(Collected data entries)
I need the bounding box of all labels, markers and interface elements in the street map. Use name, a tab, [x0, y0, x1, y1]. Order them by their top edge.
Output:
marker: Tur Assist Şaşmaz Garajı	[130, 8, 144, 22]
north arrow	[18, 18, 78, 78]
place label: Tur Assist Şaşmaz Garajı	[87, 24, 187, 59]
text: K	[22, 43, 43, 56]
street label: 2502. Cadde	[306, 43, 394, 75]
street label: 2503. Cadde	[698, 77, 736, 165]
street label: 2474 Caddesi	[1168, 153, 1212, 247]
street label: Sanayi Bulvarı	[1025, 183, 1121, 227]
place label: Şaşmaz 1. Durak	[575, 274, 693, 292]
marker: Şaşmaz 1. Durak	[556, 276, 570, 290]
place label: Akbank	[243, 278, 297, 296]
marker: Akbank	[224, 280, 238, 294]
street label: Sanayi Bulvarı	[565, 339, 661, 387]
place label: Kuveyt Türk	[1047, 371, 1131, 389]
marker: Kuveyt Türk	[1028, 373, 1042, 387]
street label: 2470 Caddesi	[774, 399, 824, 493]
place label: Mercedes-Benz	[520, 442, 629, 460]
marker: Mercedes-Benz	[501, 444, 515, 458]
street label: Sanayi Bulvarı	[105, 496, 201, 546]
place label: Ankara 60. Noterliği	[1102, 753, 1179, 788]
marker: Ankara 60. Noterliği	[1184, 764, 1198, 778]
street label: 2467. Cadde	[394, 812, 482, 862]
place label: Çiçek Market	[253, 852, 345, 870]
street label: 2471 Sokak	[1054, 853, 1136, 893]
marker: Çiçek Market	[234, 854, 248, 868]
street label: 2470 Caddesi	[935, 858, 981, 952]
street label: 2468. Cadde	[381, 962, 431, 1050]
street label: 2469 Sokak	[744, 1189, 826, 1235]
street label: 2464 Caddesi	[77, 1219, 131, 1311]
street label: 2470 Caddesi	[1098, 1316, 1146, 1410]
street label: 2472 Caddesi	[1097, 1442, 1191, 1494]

Task:
Output all of the data without altering a single line.

Problem solution:
I need the bounding box of all labels, markers and interface elements in the street map. Use name, a tab, [x0, y0, x1, y1]. Order them by their top edge.
Output:
marker: Tur Assist Şaşmaz Garajı	[130, 8, 144, 22]
north arrow	[18, 18, 78, 78]
place label: Tur Assist Şaşmaz Garajı	[87, 24, 187, 59]
text: K	[22, 43, 43, 56]
street label: 2502. Cadde	[306, 43, 394, 75]
street label: 2503. Cadde	[698, 77, 736, 165]
street label: 2474 Caddesi	[1168, 153, 1212, 247]
street label: Sanayi Bulvarı	[1025, 183, 1121, 227]
place label: Şaşmaz 1. Durak	[575, 274, 693, 292]
marker: Şaşmaz 1. Durak	[556, 276, 570, 290]
place label: Akbank	[243, 278, 297, 296]
marker: Akbank	[224, 280, 238, 294]
street label: Sanayi Bulvarı	[565, 339, 661, 387]
place label: Kuveyt Türk	[1047, 371, 1131, 389]
marker: Kuveyt Türk	[1028, 373, 1042, 387]
street label: 2470 Caddesi	[774, 399, 824, 493]
place label: Mercedes-Benz	[520, 442, 629, 460]
marker: Mercedes-Benz	[501, 444, 515, 458]
street label: Sanayi Bulvarı	[105, 496, 201, 546]
place label: Ankara 60. Noterliği	[1102, 753, 1179, 788]
marker: Ankara 60. Noterliği	[1184, 764, 1198, 778]
street label: 2467. Cadde	[394, 812, 482, 862]
place label: Çiçek Market	[253, 852, 345, 870]
street label: 2471 Sokak	[1054, 853, 1136, 893]
marker: Çiçek Market	[234, 854, 248, 868]
street label: 2470 Caddesi	[935, 858, 981, 952]
street label: 2468. Cadde	[381, 962, 431, 1050]
street label: 2469 Sokak	[744, 1189, 826, 1235]
street label: 2464 Caddesi	[77, 1219, 131, 1311]
street label: 2470 Caddesi	[1098, 1316, 1146, 1410]
street label: 2472 Caddesi	[1097, 1442, 1191, 1494]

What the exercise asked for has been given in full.